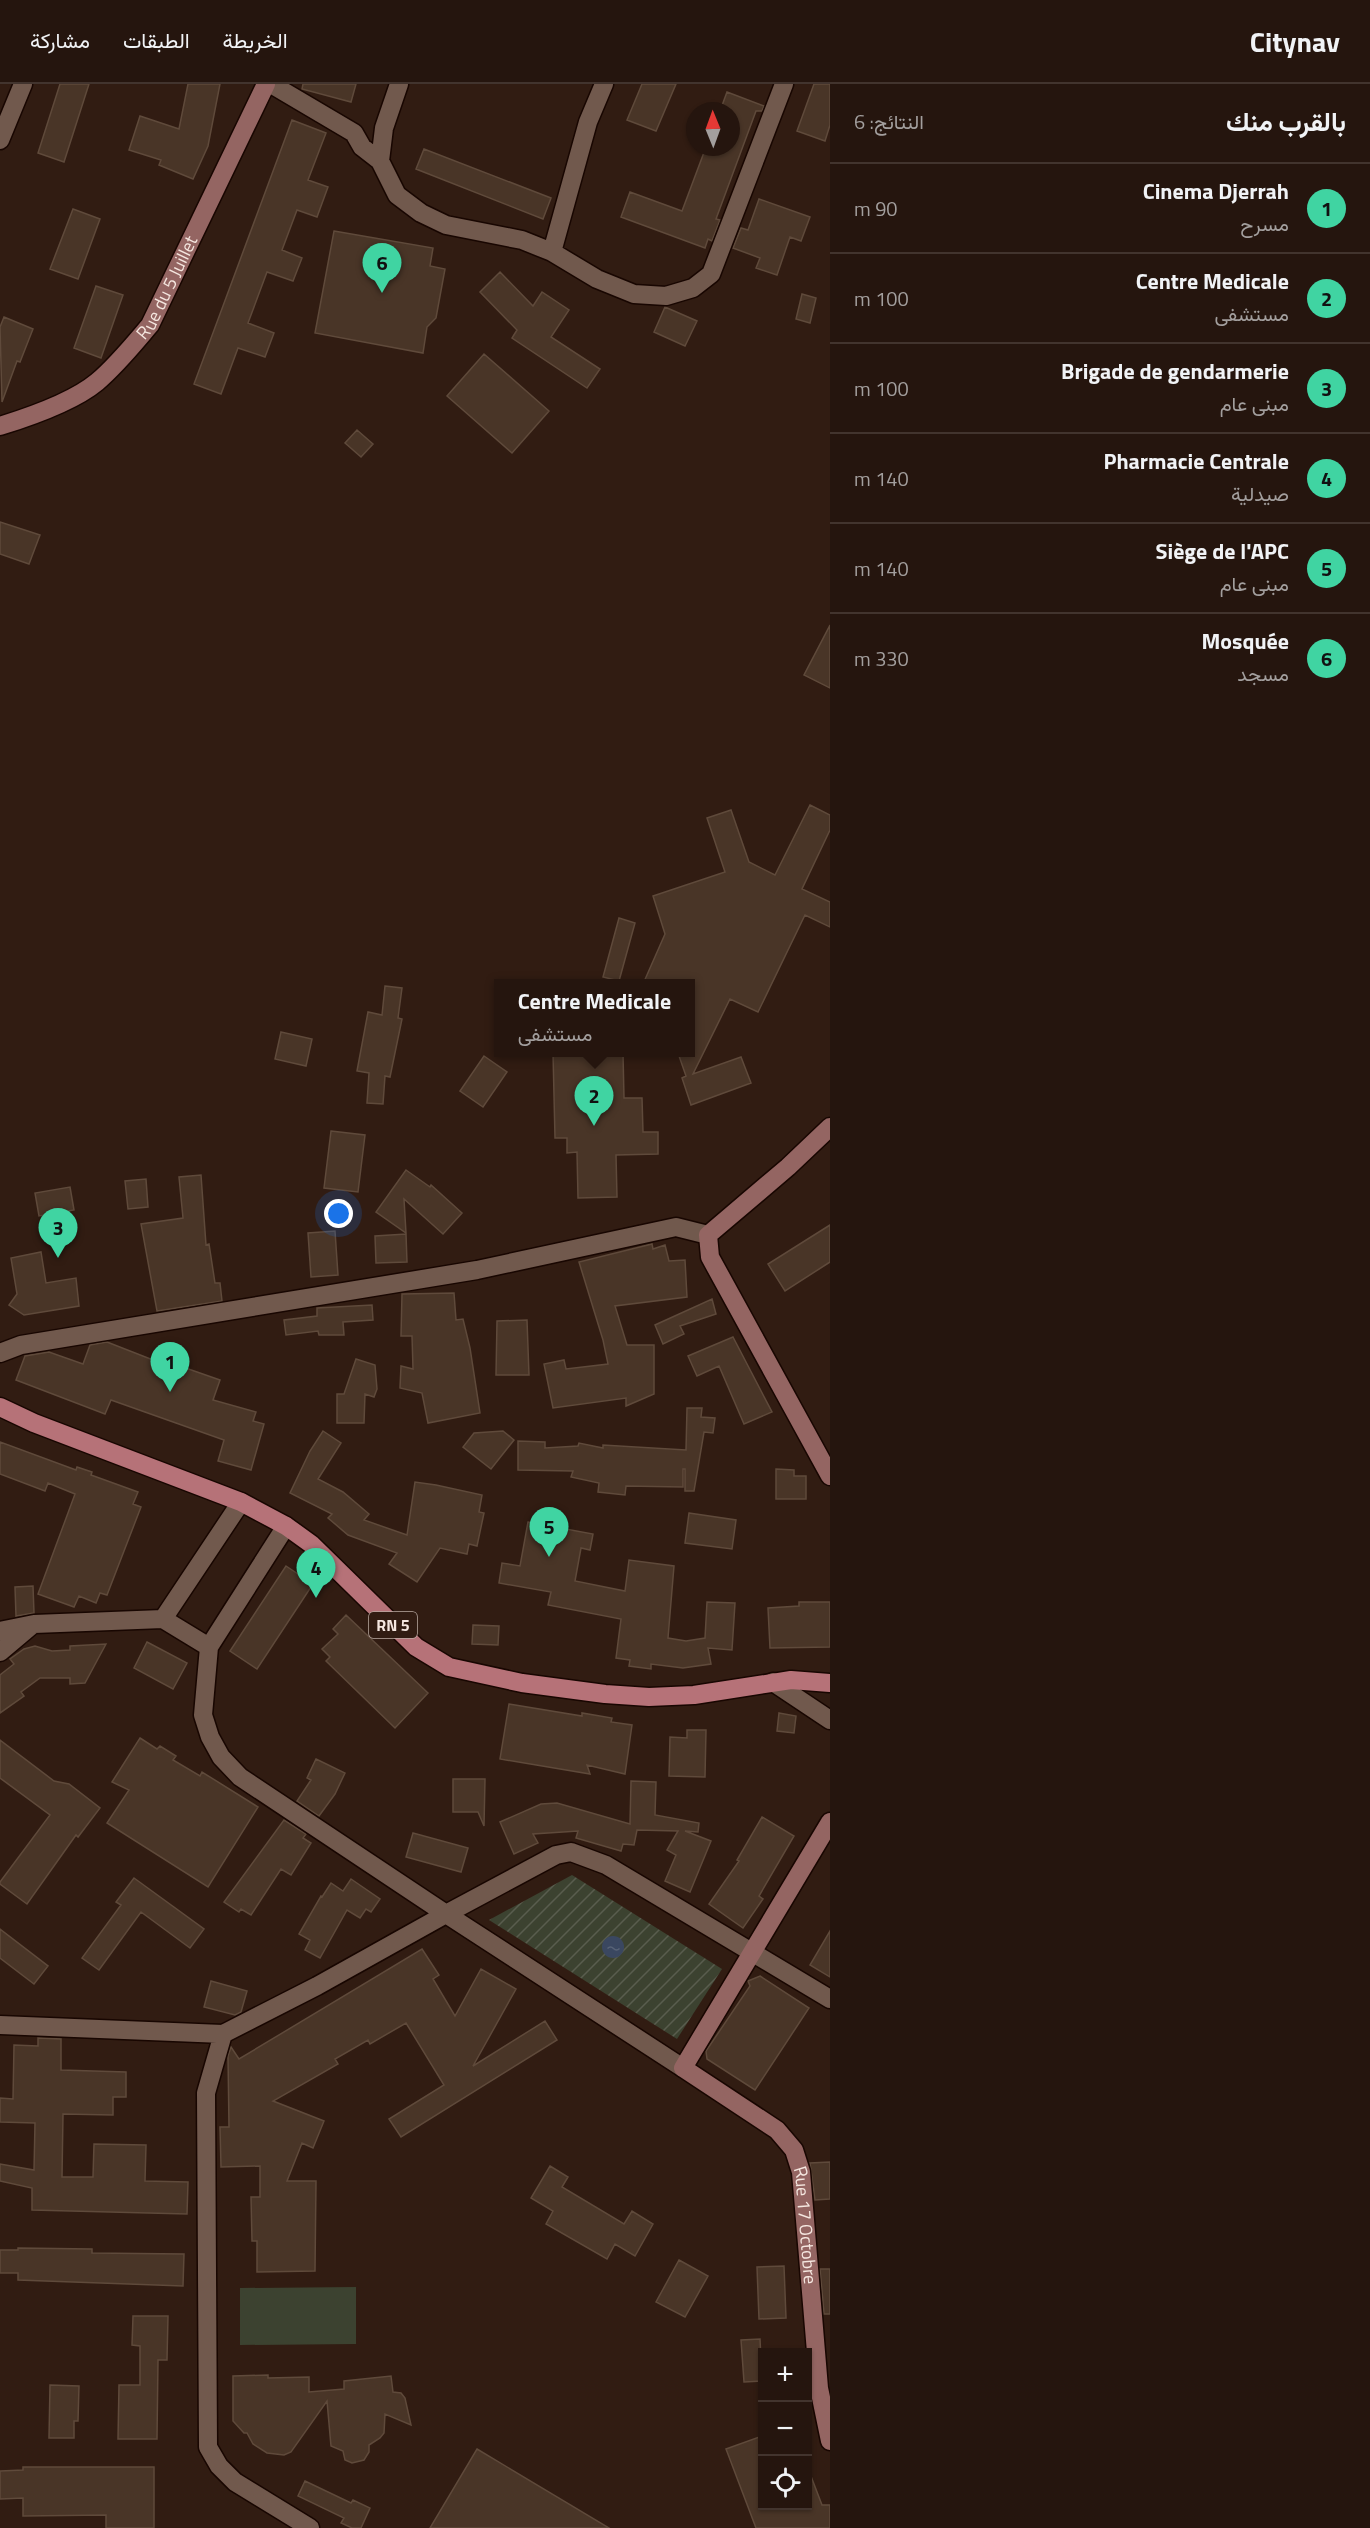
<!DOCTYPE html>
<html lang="ar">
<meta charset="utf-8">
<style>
body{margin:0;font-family:"Titillium Web",Vazirmatn,sans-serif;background:#31221c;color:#f1f3f6;direction:rtl}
.controls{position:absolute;right:18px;bottom:18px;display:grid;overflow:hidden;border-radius:0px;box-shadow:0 2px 4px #0004}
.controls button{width:54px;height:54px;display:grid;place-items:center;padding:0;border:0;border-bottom:2px solid #42342e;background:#25150e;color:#f1f3f6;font:30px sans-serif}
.compass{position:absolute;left:686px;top:18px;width:54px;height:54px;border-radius:50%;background:#25150e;box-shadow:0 2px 4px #0004;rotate:359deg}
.you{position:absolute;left:339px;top:1130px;width:21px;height:21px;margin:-15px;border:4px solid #fff;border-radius:50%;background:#1a73e8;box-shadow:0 0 0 9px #1a73e833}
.badge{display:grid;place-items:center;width:39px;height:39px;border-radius:50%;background:#40d4a2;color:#111;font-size:20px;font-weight:700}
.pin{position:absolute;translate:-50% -50px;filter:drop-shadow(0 2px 3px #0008)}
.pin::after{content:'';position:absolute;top:32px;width:21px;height:18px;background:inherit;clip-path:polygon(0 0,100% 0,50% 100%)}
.popup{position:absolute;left:494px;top:895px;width:201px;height:78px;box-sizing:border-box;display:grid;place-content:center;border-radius:0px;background:#25150e;filter:drop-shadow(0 2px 4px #0005);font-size:20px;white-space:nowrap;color:#a39f9e}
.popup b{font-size:22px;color:#f1f3f6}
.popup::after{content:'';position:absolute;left:50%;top:100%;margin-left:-12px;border:12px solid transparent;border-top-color:#25150e}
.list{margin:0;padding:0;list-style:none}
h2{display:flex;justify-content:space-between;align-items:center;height:78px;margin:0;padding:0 24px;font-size:26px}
h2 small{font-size:20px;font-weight:400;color:#a39f9e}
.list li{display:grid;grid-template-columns:39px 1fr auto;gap:18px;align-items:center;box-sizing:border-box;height:90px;padding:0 24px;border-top:2px solid #42342e}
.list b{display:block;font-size:22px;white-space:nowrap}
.list p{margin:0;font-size:20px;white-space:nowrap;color:#a39f9e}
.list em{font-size:20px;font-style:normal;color:#a39f9e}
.icon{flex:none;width:33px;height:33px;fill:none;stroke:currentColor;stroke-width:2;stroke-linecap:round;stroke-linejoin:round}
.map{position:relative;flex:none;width:830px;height:2444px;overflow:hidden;direction:ltr}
header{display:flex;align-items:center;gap:36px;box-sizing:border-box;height:84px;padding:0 30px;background:#25150e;border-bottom:2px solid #42342e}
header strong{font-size:28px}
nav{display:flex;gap:33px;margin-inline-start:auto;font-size:21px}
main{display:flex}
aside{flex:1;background:#25150e}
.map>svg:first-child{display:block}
.garden{fill:url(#garden-furrows)}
.pitch{fill:#3c4230}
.water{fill:url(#water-ripples)}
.building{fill:#493527;stroke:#5f4a3b;stroke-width:1.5}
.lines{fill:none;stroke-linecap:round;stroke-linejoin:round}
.street-casing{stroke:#180601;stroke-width:21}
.secondary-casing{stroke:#180601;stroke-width:21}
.primary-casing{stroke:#180601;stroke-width:21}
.street{stroke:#71594d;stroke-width:18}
.secondary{stroke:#946562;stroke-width:18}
.primary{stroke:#b67278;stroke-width:18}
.labels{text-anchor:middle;stroke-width:5;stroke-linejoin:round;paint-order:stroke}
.shield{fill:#311c12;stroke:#baaaa2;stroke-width:1.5}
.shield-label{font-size:16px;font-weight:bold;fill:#f5e7e0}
.street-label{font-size:18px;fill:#f5e7e0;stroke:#311c12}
</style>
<header>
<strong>Citynav</strong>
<nav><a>الخريطة</a><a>الطبقات</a><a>مشاركة</a></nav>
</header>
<main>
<aside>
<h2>بالقرب منك<small>النتائج: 6</small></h2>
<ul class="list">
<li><span class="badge">1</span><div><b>Cinema Djerrah</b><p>مسرح</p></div><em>90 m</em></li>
<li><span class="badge">2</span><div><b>Centre Medicale</b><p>مستشفى</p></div><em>100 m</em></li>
<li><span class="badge">3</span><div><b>Brigade de gendarmerie</b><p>مبنى عام</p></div><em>100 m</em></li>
<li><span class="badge">4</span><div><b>Pharmacie Centrale</b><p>صيدلية</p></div><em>140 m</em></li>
<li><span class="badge">5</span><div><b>Siège de l'APC</b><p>مبنى عام</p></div><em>140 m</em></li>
<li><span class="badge">6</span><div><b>Mosquée</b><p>مسجد</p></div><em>330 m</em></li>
</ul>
</aside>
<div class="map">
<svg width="830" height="2444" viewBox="0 0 830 2444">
<defs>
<pattern id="garden-furrows" width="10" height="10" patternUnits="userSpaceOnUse" patternTransform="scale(1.5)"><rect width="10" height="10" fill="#3c4230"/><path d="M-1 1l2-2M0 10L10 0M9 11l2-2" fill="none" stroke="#595d4e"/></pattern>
<pattern id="water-ripples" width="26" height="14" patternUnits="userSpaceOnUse" patternTransform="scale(1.5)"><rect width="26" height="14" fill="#3a4760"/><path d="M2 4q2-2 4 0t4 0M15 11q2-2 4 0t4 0" fill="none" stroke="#576276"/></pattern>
</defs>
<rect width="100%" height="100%" fill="#311c12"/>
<!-- garden -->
<path class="garden" d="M572 1791 722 1885 677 1955 489 1836Z"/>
<!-- pitch -->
<path class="pitch" d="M356 2203V2260L240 2261V2204Z"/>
<!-- water -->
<path class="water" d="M602 1863a11 11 0 1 1 22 0a11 11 0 1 1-22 0Z"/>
<!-- building -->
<path class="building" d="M60 0H89L64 78 38 69Z
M188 0H220L208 62 193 95 159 81 161 76 129 66 140 32 179 45Z
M303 0H356L351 18 302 5Z
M642 0H676L656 47 627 36Z
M814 0H830V41L825 57 797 47Z
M727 8 764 22 762 27H756L716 135 720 136 712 157 708 155 705 164 621 133 630 108 682 127 706 63H731V27H720Z
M292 36 326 49 308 96 328 103 317 133 297 126 282 166 302 174 293 197 267 188 248 239 274 249 265 273 238 264 221 310 194 300Z
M424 65 551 114 543 135 416 85Z
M759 115 810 133 801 157 790 153 777 191 756 184 760 174 733 164 741 144 748 146Z
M73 125 100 135 78 195 50 185Z
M334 147 433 164 430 182 445 185 436 234 427 243 423 269 315 249Z
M500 188 533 222 542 208 569 226 551 253 600 285 587 304 512 254 517 246 480 208Z
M96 202 123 211 101 274 74 264Z
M802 210 816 214 810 239 796 235Z
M665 223 697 237 685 262 654 248Z
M4 233 33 245 20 278 17 277 2 318 0 243Z
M484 270 549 327 512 369 447 312Z
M357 346 373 360 361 373 345 359Z
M0 438 40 451 29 480 0 470Z
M830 541V604L804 591Z
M810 721 830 731V746L802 805 830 818V843L805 831 758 928 730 915 693 990 741 973 751 999 691 1021 682 994 686 992 678 969H690V900H643L665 850 653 812 725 788 707 734 731 726 749 778 775 791Z
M619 834 635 839 619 897 603 893Z
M385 902 402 904 398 934 402 935 390 993 385 992 383 1020 367 1019 369 989 357 987 368 928 382 931Z
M281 948 312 955 306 982 275 975Z
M553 969H623L624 1014H642L643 1048H658V1070L616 1071 617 1113 578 1114 577 1068 567 1069V1054H555Z
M484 972 507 988 483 1023 460 1007Z
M331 1047 365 1051 358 1108 324 1104Z
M406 1086 430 1103 431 1101 462 1129 443 1150 404 1115 406 1149 376 1128Z
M201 1091 206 1161 209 1160 215 1199H220L222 1217 157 1227 141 1140 183 1134 179 1093Z
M146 1095 148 1123 128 1125 125 1097Z
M70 1103 74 1126 39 1132 35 1109Z
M830 1141V1178L785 1207 768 1180Z
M335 1147 338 1191 311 1193 308 1149Z
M406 1150 407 1178 376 1179 375 1152Z
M652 1160 653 1165 665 1161 669 1177 685 1176 687 1213 615 1222 627 1261H654V1310L626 1322V1314L553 1324 544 1280 564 1276 566 1285 608 1280 603 1256 579 1178Z
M41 1168 46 1199 76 1194 79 1222 24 1231 9 1221 17 1210 11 1174Z
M454 1209 456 1236 463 1235 470 1264 480 1329 428 1339 422 1309 400 1304 401 1282 413 1285 412 1252H401L402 1210Z
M712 1215 716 1230 680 1242 684 1250 663 1260 655 1241Z
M372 1221 373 1236 343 1238 344 1251H319L318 1247 286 1251 284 1236 317 1232V1224Z
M527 1236 529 1291H496L497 1237Z
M733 1253 772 1328 744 1340 719 1282 697 1292 688 1272Z
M107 1258 153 1276 154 1273 220 1296 213 1316 256 1328 253 1337 264 1340 251 1386 218 1377 224 1356 111 1316 105 1330 16 1296 25 1272 49 1268 83 1280 90 1261Z
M356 1275 375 1281 377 1305 374 1313 365 1310 364 1339H337V1310H344Z
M687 1324H702L701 1333 715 1334 713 1349 704 1348 694 1407H685V1385H683V1403L626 1402 625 1411 598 1408 599 1399 571 1393 573 1387 518 1386V1357L545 1358V1364L578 1362 579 1359 603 1364V1361L686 1366Z
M323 1347 341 1359 318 1395 343 1408 369 1430 364 1436 407 1451 415 1398 436 1401 482 1411 479 1428 484 1429 477 1462 469 1460 467 1470 440 1464 417 1498 389 1480 397 1469 348 1451 328 1434 332 1430 290 1409 310 1367Z
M503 1347 514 1356 491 1385 463 1363 474 1349Z
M0 1358 76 1386 77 1383 92 1388 91 1391 138 1408 133 1420 141 1423 107 1511 100 1509 96 1519 79 1512 74 1523 38 1510 75 1410 48 1399 45 1407 0 1390Z
M776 1385 794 1386V1392H806V1415H776Z
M689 1429 736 1436 732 1465 685 1459Z
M528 1438 593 1450 590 1466 581 1464 575 1497 625 1507 629 1476 674 1482 668 1554 686 1557 705 1554 707 1518 735 1519 732 1566 708 1564 711 1580 683 1584 651 1580V1585L629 1582 630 1576 616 1574 621 1535 548 1521 551 1508 499 1499 502 1479 520 1482Z
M286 1482 313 1500 257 1585 230 1567Z
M33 1502 34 1529 16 1532 15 1503Z
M799 1518H830V1563L770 1564 768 1524 799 1522Z
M346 1531 428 1609 395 1644 326 1577 330 1573 322 1565 338 1550 333 1545Z
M473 1541 499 1542 498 1561 472 1560Z
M147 1558 187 1579 173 1605 134 1584Z
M106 1560 85 1599 70 1600V1594H40L21 1608 24 1612 0 1629V1591L14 1580 10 1575 24 1565 35 1562 52 1567 70 1566V1562Z
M509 1620 582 1632V1629L612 1634 611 1638 632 1641 625 1690 587 1681 590 1690 500 1675Z
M779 1629 796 1632 794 1649 777 1647Z
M687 1646H706L705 1693 669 1692 670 1653 687 1654Z
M140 1654 157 1665 160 1662 176 1672 173 1676 200 1692 202 1688 258 1723 208 1803 107 1739 129 1706 112 1698Z
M0 1656 54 1697 69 1700 100 1724 78 1753 76 1751 27 1820 0 1800V1798L50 1731 0 1694Z
M316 1675 345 1689 335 1710 319 1732 297 1717 311 1696 307 1694Z
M453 1695H485L484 1742 478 1728H453Z
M631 1697 656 1698 655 1731 699 1739 698 1748 685 1747 711 1757 690 1808 665 1797 676 1771 667 1766 678 1747 637 1746 634 1761 623 1760 621 1767 576 1754 578 1747 533 1750 538 1759 514 1770 500 1738 541 1720 557 1719 630 1740Z
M762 1733 794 1752 759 1812 763 1815 743 1844 709 1820 739 1777 737 1776Z
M284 1736 306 1750 303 1754 311 1759 291 1791 281 1785 251 1831 241 1825 239 1828 224 1818Z
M413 1749 468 1764 461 1788 406 1773Z
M134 1794 204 1845 190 1864 141 1828 99 1886 82 1874 121 1821 116 1818Z
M351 1795 380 1815 371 1828 366 1825 360 1834 347 1826 320 1874 305 1866 310 1856 299 1850 321 1812 322 1813 331 1799 343 1807Z
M0 1845 48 1882 34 1900 0 1874Z
M830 1847V1893L810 1881Z
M422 1865 439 1891 433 1895 455 1932 481 1885 516 1905 473 1982 545 1937 557 1956 401 2053 389 2035 444 2001 406 1939 370 1960 368 1956 335 1975 338 1980 273 2017 324 2037 313 2064 302 2059 287 2097H316L315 2187 257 2188V2157H252L251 2113H260V2082L221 2083 220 2043H229L228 1972 231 1963 239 1975Z
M760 1892 809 1924 755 2006 707 1975 706 1967 750 1902 748 1897Z
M211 1897 247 1907 241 1928 235 1931 204 1923Z
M38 1954 61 1955V1986L126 1988V2013H113V2031L63 2030 62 2093H93L94 2060 146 2061 145 2097 188 2098 187 2130 32 2126V2104L0 2097V2080L34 2086 35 2039 0 2038V2014L13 2015 14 1961 38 1962Z
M830 2078V2115L815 2116 810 2079Z
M550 2082 568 2093 562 2103 624 2140 632 2127 653 2140 635 2172 615 2160 607 2175 546 2140 553 2127 531 2114Z
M18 2164 92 2165V2169L184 2170 183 2202 18 2196V2189H0V2166H18Z
M679 2176 708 2192 685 2233 656 2218Z
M784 2182 786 2234 759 2235 757 2183Z
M820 2185H830V2230H824Z
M133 2232H168L167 2276H158L157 2355H118L119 2301H140V2262L132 2261Z
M760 2255 762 2297 744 2298 741 2256Z
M268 2291V2294L309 2293V2308L344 2305V2297L391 2292 393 2308 401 2309 405 2314 411 2341 385 2330 384 2349 380 2354 369 2361V2368L364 2376 352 2379 345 2376 343 2367 331 2362 327 2317 291 2368 284 2371 267 2369 253 2360 247 2349H244L233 2337V2292Z
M50 2301 79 2302 78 2337H74V2354H49Z
M762 2352V2421H807L809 2387 822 2421H830V2444H756L726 2365Z
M477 2365 609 2444H430Z
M23 2383H154V2444H106V2431L23 2432V2414L0 2415V2387L23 2386Z
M305 2397 351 2419 353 2416 370 2424 361 2444H352L341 2439 344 2434 298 2412Z"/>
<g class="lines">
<defs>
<path id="street" d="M271 0 354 49 362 63 380 77 397 111 421 129 446 141 522 156 552 168 597 195 634 210 666 212 693 204 711 190 784 0
M0 56 23 0
M380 77 384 44 399 0
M552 168 588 38 604 0
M0 1269 21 1261 477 1186 676 1143 708 1151
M286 1442 209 1563 203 1631 210 1653 221 1673 240 1693 446 1830 317 1902 223 1950 206 2009 208 2363 219 2382 235 2398 310 2444
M163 1535 241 1418
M0 1547 34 1540 163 1535 209 1563
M0 1568 32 1541
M773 1598 830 1636
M0 1941 223 1950
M683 1984 446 1830 556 1771 571 1768 606 1781 830 1915"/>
<g id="secondary">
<path id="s1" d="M0 342C29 333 73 318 97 298 117 281 133 261 150 241L266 0"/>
<path d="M830 1043 788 1083 708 1151 710 1173 830 1392"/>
<path id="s2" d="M830 1738 683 1984 777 2046 794 2066 801 2088 819 2304 830 2357"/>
</g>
<path id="primary" d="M0 1323 34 1339 241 1418 286 1442 311 1460 416 1563 449 1583 522 1599 605 1610 649 1613 694 1611 791 1596 830 1599"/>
</defs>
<!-- street casing -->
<use href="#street" class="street-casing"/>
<!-- secondary casing -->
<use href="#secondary" class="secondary-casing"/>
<!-- primary casing -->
<use href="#primary" class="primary-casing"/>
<!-- street -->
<use href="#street" class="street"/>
<!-- secondary -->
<use href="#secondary" class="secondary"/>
<!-- primary -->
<use href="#primary" class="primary"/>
</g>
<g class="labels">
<!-- shield labels -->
<rect class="shield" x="369" y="1528" width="48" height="26" rx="4.5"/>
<g class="shield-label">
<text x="393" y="1547">RN 5</text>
</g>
<!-- street labels -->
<g class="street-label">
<text dy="6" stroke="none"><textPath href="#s1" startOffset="226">Rue du 5 Juillet</textPath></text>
<text dy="6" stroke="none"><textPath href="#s2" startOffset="502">Rue 17 Octobre</textPath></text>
</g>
</g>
</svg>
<div class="controls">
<button>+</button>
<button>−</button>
<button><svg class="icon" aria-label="locate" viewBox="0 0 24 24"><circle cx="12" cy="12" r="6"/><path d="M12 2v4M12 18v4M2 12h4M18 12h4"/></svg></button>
</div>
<svg class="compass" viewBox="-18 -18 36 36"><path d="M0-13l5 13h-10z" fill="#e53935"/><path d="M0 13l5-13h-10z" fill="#a39f9e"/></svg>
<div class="you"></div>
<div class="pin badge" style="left:170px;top:1308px">1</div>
<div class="pin badge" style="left:594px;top:1042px">2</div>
<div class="popup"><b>Centre Medicale</b>مستشفى</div>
<div class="pin badge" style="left:58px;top:1174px">3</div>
<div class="pin badge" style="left:316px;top:1514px">4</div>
<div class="pin badge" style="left:549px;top:1473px">5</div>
<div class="pin badge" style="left:382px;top:209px">6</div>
</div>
</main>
------------------------------------------------------------------------
Reproduce verbatim only the segment of the listing bounded by the line containing "1l2-2M0 10L10 0M9" and the line containing "M727 8 764 22", with both boundary lines included.

§ **THE ANSWER**:
<pattern id="garden-furrows" width="10" height="10" patternUnits="userSpaceOnUse" patternTransform="scale(1.5)"><rect width="10" height="10" fill="#3c4230"/><path d="M-1 1l2-2M0 10L10 0M9 11l2-2" fill="none" stroke="#595d4e"/></pattern>
<pattern id="water-ripples" width="26" height="14" patternUnits="userSpaceOnUse" patternTransform="scale(1.5)"><rect width="26" height="14" fill="#3a4760"/><path d="M2 4q2-2 4 0t4 0M15 11q2-2 4 0t4 0" fill="none" stroke="#576276"/></pattern>
</defs>
<rect width="100%" height="100%" fill="#311c12"/>
<!-- garden -->
<path class="garden" d="M572 1791 722 1885 677 1955 489 1836Z"/>
<!-- pitch -->
<path class="pitch" d="M356 2203V2260L240 2261V2204Z"/>
<!-- water -->
<path class="water" d="M602 1863a11 11 0 1 1 22 0a11 11 0 1 1-22 0Z"/>
<!-- building -->
<path class="building" d="M60 0H89L64 78 38 69Z
M188 0H220L208 62 193 95 159 81 161 76 129 66 140 32 179 45Z
M303 0H356L351 18 302 5Z
M642 0H676L656 47 627 36Z
M814 0H830V41L825 57 797 47Z
M727 8 764 22 762 27H756L716 135 720 136 712 157 708 155 705 164 621 133 630 108 682 127 706 63H731V27H720Z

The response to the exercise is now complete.